Traditional Spine-Leaf fabrics built on BGP with ECMP (Equal-Cost Multi-Path) load balancing were designed for conventional traffic patterns. Under today’s high-performance AI workloads, however, their traffic distribution mechanisms are reaching their limits. This creates a strong need for a new approach to link awareness and traffic scheduling at the network layer. BGP FARE (Full Adaptive Routing Ethernet, an IETF draft) is an emerging technology developed to address these challenges.

1.1 Scheduling Limitations of Static Hash-Based Load Balancing

In traditional large-scale data center networks, multipath forwarding primarily relies on ECMP. Its core mechanism is per-flow load balancing. The switch ASIC extracts packet header fields, such as the source IP, destination IP, source port, destination port, and protocol number, as hash factor. A static hash algorithm generates a hash value, which is then mapped to one of the ECMP member links using a modulo operation. As a result, packets belonging to the same flow are always forwarded through the same egress interface.

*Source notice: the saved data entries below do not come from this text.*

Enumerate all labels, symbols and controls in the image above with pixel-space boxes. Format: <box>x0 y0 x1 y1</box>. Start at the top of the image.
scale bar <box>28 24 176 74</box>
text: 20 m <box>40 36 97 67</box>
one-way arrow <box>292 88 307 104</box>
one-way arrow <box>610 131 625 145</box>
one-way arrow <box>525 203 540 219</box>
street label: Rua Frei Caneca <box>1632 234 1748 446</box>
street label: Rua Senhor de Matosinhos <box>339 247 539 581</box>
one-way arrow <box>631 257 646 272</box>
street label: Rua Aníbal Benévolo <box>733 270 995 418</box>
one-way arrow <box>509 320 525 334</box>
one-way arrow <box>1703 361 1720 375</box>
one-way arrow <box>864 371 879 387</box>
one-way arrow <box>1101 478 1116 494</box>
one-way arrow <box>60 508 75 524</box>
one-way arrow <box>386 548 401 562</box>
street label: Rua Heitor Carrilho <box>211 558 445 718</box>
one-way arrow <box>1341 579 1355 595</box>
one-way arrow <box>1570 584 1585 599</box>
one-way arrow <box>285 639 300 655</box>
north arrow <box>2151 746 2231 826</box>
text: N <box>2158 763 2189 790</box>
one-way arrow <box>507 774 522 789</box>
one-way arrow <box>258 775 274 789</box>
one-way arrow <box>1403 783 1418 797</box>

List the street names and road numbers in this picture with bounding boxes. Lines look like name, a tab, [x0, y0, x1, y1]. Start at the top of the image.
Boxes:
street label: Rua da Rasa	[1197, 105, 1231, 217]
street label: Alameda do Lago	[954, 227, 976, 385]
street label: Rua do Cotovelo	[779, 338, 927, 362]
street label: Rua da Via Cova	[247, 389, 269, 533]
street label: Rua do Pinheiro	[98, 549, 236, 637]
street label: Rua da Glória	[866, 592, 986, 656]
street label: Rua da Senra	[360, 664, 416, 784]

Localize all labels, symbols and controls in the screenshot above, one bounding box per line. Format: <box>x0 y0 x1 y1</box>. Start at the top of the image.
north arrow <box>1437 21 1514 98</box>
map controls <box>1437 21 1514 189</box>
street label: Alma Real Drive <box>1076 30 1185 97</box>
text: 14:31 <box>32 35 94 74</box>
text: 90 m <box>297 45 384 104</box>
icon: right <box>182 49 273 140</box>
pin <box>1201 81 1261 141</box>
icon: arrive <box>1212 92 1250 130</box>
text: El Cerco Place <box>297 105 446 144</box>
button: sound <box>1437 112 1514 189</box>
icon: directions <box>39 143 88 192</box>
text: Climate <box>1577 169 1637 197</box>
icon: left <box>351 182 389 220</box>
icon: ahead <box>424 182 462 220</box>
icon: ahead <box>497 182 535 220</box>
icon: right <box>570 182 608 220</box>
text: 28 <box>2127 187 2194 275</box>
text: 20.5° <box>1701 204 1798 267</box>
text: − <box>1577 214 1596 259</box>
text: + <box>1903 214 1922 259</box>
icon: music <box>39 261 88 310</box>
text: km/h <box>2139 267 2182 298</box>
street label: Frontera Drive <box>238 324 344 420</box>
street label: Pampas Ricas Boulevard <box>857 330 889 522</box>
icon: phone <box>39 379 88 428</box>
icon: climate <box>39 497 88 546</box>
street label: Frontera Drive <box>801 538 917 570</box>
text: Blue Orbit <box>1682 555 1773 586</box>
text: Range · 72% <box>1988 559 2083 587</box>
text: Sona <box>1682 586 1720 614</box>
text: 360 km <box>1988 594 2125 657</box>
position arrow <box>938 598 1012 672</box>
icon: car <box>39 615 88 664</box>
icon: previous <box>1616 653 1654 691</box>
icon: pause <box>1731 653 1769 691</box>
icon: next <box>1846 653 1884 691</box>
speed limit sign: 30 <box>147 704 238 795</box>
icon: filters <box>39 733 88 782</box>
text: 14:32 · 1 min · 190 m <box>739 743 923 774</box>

This static hashing mechanism performs well in traditional Internet and cloud computing environments, where traffic consists of a large number of independent, short-lived flows. At scale, these flows are statistically distributed across available paths, resulting in relatively balanced link utilization. However, under the high-performance communication patterns of AI compute clusters, ECMP exposes several critical limitations:

  • Elephant flow collisions and localized congestion: AI training workloads exchange large volumes of model parameters, producing a small number of extremely high-bandwidth elephant flows. Because static hashing is unaware of the real-time utilization or available bandwidth of each physical link, multiple elephant flows can be mapped to the same link. This creates severe microbursts, leading to buffer overflow and packet loss. At the same time, other ECMP member links may remain underutilized, reducing overall network bandwidth efficiency.
  • Rigid traffic distribution in asymmetric topologies: AI data center networks are typically expanded in phases, with heterogeneous hardware deployed over time. In addition, fiber degradation, optical module failures, or link impairments can reduce link bandwidth or take links offline. These conditions create asymmetric network topologies. Traditional ECMP uses a fixed 1:1 traffic distribution model across equal-cost paths. Even when a link becomes degraded, the ASIC continues forwarding the same proportion of traffic to that path, increasing congestion and the risk of packet loss.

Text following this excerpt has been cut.